Podejrzani o korupcję dyrektorzy pójdą na urlop

Podejrzani o korupcję dyrektorzy pójdą na urlop

Dodano:   /  Zmieniono: 
(fot. sxc.hu) Źródło: FreeImages.com
Zarząd Jastrzębskiej Spółki Węglowej wysłał w czwartek na urlop dyrektorów trzech kopalń tej spółki, którzy w środę usłyszeli zarzuty korupcyjne. Ich obowiązki przejęli bezpośredni zastępcy - podała spółka.
- Jeśli zarzuty karne potwierdzą prawomocne wyroki sądu, w  stosunku do winnych zarząd JSW S.A. wyciągnie najsurowsze konsekwencje służbowe - głosi czwartkowe oświadczenie zarządu firmy. Chodzi o dyrektorów kopalń Borynia, Krupiński i Zofiówka. W środę Prokuratura Apelacyjna w Katowicach postawiła im zarzuty przyjmowania łapówek. To część toczącego się od  ponad roku śledztwa, w którym podejrzane są już łącznie 22 osoby. Chodzi o preferowanie firm kooperujących z górnictwem w zamian za łapówki.

Według informacji prokuratury, postawione w środę zarzuty dotyczą lat 2007-2008. Dyrektor Zofiówki - Czesław K. - według prowadzących śledztwo - przyjął prawie 25 tys. zł korzyści majątkowych. Dyrektor kopalni Krupiński - Krzysztof O. - jest podejrzany o przyjęcie 8,5 tys. zł, a  dyrektor Boryni - Zbigniew C. miał przyjąć 6,5 tys. zł. Dyrektorzy nie zostali zatrzymani - wezwano ich w środę do  prokuratury, by przedstawić im zarzuty. Tego samego dnia w miejscach ich pracy dokonano przeszukań. Za czyny nieuczciwej konkurencji - preferowanie różnych podmiotów w zamian za łapówki - może im grozić kara do pięciu lat więzienia.

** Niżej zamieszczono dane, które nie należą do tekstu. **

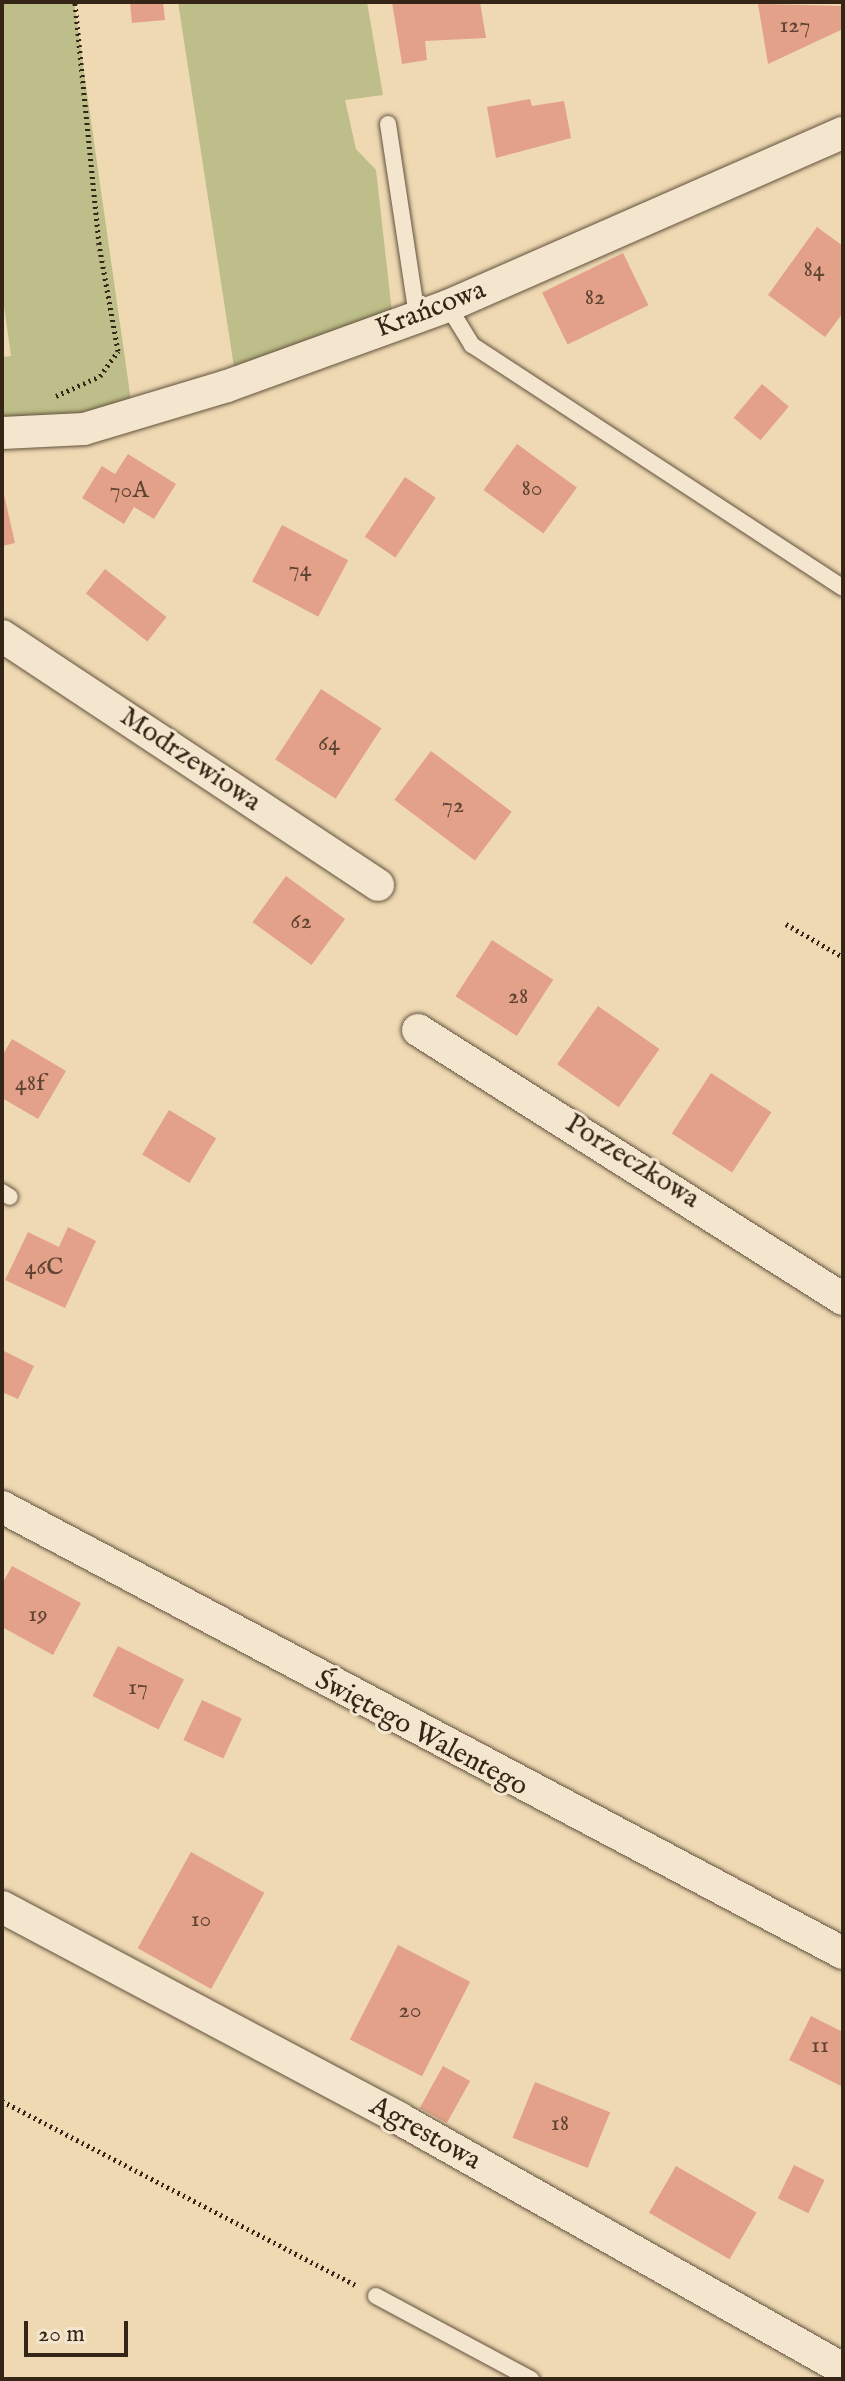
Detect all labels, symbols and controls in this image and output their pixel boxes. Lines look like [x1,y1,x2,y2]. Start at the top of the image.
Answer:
house number: 127 [779,12,811,40]
house number: 84 [803,256,825,284]
street label: Krańcowa [371,274,491,346]
house number: 82 [585,284,605,312]
house number: 80 [521,475,543,503]
house number: 70A [109,477,149,505]
house number: 74 [289,556,311,584]
street label: Modrzewiowa [113,700,267,820]
house number: 64 [318,730,340,758]
house number: 72 [442,792,464,820]
house number: 62 [290,908,312,936]
house number: 28 [508,983,528,1011]
house number: 48f [15,1070,45,1098]
street label: Porzeczkowa [559,1108,705,1216]
house number: 46C [24,1254,64,1282]
house number: 19 [28,1601,48,1629]
street label: Świętego Walentego [309,1664,533,1804]
house number: 17 [128,1674,148,1702]
house number: 10 [191,1906,211,1934]
house number: 20 [398,1997,422,2025]
house number: 11 [811,2032,829,2060]
street label: Agrestowa [364,2090,486,2178]
house number: 18 [551,2110,569,2138]
scale bar [28,2305,132,2355]
text: 20 m [38,2319,85,2350]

To kolejne zarzuty w toczącym się od ponad roku śledztwie. We wrześniu katowicka prokuratura apelacyjna postawiła zarzuty korupcyjne 10 osobom z branży górniczej, wśród nich ówczesnym prezesom Katowickiego Holdingu Węglowego Stanisławowi G. i Kompanii Węglowej Mirosławowi K. Obaj stracili stanowiska po informacji o przedstawieniu zarzutów.  Wcześniej korupcyjne zarzuty w tym samym postępowaniu katowicka prokuratura postawiła dziewięciu osobom.

Jak wynika z ustaleń śledztwa, prywatne spółki, które współdziałały z górnictwem, opłacały się dyrektorom kopalń i osobom z  kierownictwa spółek węglowych po to, by móc funkcjonować w branży. Preferowano je przy terminach płatności, podpisywaniu kolejnych umów na wykonanie robót czy  dostarczenie do kopalń materiałów, np. specjalistycznych klejów przemysłowych.